Is Windows Live Messenger magic or a nightmare?

Microsoft Live Messenger is an application environment where you have the ability to do instant messages or ‘chat’, share files with another person or team, participate in live phone and video calls, all without using any additional external services other than high speed Internet, PC video camera and microphone.

Many organizations are using this type of application to help increase communication, not only with their own organizations, but within their external client base.

Microsoft’s latest Instant Messenger program has several new features that we are finding useful, especially the ability to Share Folders. Because IM works Peer-to-Peer the act of ‘Sharing’ folders and files means that they are duplicated on both PCs, and only on the two PCs that have set up the ‘Share’.

You set up the ‘Share’ by right clicking on the contact and selecting ‘Create a Sharing Folder’ or just drag a file onto the contact icon and the system will ask if you want to set up a Share.

This involves the person you want to share files with accepting the systems automatic invitation. Once the ‘Share’ is set up you just drag and drop files onto it and the system will automatically synchronize both PCs to keep them up to date. The system also notifies the other party when you have made a change in the ‘Share’.

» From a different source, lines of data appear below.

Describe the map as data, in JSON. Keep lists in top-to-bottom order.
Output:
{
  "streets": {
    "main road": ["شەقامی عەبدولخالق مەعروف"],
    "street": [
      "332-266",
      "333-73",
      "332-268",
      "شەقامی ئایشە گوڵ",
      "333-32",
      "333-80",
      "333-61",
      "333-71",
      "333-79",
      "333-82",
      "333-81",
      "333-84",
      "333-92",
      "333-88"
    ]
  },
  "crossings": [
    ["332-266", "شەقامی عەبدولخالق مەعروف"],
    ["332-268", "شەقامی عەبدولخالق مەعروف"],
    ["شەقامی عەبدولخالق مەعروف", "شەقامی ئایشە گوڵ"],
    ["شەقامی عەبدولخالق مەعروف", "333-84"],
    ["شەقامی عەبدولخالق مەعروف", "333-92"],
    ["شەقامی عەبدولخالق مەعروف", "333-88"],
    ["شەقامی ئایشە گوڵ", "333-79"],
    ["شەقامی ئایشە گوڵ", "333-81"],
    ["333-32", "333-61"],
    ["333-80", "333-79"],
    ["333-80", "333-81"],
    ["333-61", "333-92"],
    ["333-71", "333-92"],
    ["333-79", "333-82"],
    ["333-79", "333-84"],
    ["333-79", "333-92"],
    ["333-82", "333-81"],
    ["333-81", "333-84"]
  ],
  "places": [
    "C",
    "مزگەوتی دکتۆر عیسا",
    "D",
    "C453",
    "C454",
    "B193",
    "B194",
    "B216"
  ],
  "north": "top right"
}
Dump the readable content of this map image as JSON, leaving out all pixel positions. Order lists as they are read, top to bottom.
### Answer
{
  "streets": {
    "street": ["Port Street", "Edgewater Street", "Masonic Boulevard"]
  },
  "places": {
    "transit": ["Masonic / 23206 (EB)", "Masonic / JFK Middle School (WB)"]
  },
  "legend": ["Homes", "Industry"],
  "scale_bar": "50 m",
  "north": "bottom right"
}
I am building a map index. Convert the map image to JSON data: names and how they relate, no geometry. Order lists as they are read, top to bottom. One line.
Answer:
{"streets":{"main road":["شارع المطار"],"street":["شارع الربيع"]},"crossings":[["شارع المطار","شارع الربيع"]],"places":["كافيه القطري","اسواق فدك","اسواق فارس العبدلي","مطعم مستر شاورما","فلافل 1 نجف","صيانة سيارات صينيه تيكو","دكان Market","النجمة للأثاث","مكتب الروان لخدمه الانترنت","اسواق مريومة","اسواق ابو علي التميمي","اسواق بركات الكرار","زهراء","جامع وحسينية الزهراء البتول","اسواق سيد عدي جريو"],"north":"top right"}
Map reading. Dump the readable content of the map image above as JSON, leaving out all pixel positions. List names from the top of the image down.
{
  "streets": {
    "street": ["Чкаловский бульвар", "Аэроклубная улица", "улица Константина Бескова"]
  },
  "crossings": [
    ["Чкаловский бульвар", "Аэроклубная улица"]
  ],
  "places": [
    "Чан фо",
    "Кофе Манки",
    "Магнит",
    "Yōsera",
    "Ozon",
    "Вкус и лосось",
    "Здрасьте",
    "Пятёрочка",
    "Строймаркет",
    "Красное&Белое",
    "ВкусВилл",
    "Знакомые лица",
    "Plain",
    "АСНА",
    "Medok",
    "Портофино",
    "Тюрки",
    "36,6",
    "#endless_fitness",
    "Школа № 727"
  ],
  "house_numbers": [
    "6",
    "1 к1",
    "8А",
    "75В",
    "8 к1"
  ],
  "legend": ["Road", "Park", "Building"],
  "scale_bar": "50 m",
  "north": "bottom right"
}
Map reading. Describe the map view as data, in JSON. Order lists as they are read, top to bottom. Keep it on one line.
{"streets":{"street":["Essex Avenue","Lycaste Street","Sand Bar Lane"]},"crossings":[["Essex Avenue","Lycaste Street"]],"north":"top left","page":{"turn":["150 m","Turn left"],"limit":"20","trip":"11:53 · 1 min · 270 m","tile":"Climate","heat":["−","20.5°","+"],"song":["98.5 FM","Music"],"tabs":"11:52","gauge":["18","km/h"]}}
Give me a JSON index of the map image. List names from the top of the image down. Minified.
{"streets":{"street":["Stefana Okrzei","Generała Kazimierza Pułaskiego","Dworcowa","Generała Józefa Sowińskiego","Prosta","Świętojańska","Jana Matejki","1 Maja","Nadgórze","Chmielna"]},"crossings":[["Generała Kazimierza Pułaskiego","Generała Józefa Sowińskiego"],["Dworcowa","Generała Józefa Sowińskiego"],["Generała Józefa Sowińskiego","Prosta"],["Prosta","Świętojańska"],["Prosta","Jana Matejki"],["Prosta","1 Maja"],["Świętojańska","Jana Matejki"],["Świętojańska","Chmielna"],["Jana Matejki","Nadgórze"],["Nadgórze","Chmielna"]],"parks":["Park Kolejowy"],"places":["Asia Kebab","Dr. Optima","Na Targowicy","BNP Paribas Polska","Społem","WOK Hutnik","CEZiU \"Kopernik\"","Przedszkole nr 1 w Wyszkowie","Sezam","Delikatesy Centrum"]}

Many of us have been using IM (Instant Messenger) for awhile to allow us to communicate in real time between each other or with our clients.

We find that using the IM applications has had some interesting and perhaps unexpected benefits including

–the ability to transfer information easily and securely between each other real time;–the ability to quickly have a teleconference or video conference;–and the ‘real time’ nature of being able to communicate even though distributed has enables the team members to bring up issues or concerns with us as senior leaders, get opinions and feedback from us, and be able to resolve an item before it becomes a major problem.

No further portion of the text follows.